An Interior Ministry (search) spokesman said nearly 240,000 Russians demonstrated across the country, but the ministry did not have a breakdown between the pro- and anti-Putin rallies. A Communist Party (search) official claimed that the anti-Putin protests drew more than 200,000 nationwide.

In Moscow, some 3,000 people, mostly elderly pensioners, gathered under red hammer-and-sickle flags near a statue of Soviet founder Vladimir Lenin on the edge of downtown, calling for the replacement of Russia's leadership.

"The state has robbed us; we are outraged," said Nina Gulicheva, 80, banging a wooden spoon against a metal pot. "I voted for Putin, but now I bitterly regret it and want to take back my vote."

Across the Moscow river, a much larger crowd organized by the main pro-Kremlin party, United Russia, marched down the capital's main street in support of Putin — part of the major effort to counter the nationwide Communist protests, which had been announced weeks in advance.

Demonstrators held signs saying, "Putin, we are with you!" and "Communists, stop fooling grandmothers!"

"Our president is now being attacked by some people and we came here to show him we are with him," said Andrei Bogomolov, a 23-year-old Moscow student.

Organizers claimed 40,000 people attended the rally, the Interfax news agency reported.
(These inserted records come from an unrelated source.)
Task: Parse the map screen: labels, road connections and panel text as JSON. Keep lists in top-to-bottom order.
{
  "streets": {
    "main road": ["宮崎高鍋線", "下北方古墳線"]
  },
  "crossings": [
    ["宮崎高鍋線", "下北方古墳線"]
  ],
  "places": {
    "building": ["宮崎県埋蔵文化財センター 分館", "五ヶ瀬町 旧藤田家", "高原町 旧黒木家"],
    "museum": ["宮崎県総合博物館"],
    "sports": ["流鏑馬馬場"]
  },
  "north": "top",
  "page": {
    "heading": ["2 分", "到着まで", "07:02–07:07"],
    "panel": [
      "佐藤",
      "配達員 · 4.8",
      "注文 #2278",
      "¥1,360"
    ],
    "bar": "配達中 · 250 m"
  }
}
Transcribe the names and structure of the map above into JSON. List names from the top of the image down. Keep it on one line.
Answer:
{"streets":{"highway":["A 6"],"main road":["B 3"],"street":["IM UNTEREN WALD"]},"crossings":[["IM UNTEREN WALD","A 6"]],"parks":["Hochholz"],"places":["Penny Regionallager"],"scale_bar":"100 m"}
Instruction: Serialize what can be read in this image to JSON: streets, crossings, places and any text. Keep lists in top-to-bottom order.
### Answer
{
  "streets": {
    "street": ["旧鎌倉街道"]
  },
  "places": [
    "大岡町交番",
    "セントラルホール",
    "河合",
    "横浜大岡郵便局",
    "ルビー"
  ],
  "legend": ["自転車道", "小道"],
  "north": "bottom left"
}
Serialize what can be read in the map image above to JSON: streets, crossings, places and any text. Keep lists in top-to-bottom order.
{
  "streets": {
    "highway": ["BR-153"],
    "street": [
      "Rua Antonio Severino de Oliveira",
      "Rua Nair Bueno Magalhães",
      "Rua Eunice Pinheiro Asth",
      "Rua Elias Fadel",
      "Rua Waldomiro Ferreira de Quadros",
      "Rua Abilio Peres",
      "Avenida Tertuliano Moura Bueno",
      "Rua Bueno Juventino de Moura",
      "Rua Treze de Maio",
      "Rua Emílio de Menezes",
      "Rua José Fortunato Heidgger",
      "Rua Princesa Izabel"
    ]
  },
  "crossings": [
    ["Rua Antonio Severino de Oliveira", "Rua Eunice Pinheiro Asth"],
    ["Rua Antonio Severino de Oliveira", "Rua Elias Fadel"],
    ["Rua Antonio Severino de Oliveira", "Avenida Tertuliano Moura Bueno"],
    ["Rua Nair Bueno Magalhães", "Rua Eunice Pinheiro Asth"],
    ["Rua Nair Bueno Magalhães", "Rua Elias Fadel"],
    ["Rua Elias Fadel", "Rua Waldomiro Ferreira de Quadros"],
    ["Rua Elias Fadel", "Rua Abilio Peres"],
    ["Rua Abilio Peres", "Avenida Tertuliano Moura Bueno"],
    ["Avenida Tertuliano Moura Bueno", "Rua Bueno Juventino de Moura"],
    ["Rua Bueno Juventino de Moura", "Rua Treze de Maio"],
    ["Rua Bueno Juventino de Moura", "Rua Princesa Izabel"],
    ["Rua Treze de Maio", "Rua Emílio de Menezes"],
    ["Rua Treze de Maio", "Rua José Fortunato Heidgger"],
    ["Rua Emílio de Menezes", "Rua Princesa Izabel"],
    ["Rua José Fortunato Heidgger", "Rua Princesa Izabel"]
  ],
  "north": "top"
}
The Interior Ministry put the number at 30,000.

Many demonstrators said they had been bused to the rally from Moscow suburbs. Kirill, an 18-year-old political science student who declined to give his last name, said he and his friends had been promised movie tickets by the organizers if they showed up.

"These rallies show the presidential administration is very much afraid of the tendency of Putin's rating falling," said Andrei Piontkovsky, head of the Center for Strategic Studies, a think tank. "The current political system hangs only this thin thread of Putin's political rating."

At least one pensioner was beaten by police during the Moscow protest. The Interfax news agency reported that a member of a radical leftist group called Avangard Red Youth said he was also beaten by law enforcement officers when the group tried to block a street.

In St. Petersburg, scene of some of the largest protests over the reform, pro- and anti-Putin protests each appeared to attract about 5,000 people Saturday, though Interfax said only 2,500 attended the pro-Putin rally.

Eleven people were arrested for disturbing the peace after firecrackers, snowballs and an egg were thrown at St. Petersburg's top lawmaker while he addressed the pro-Putin rally there, Interfax reported.

State-run television focused on the pro-Putin rallies, with the Rossiya channel showing footage from several cities where it said those crowds were larger than the competing protests.

With its close ties to the federal government and local authorities, United Russia has levers to draw demonstrators for rallies.

Only 112 deputies of the 450-seat State Duma backed Thursday's no-confidence motion, which needed a simple majority of 226 votes to pass in the lower house. But most members of United Russia, which has more than 300 seats, refrained from voting in an attempt to distance themselves from the benefits reform.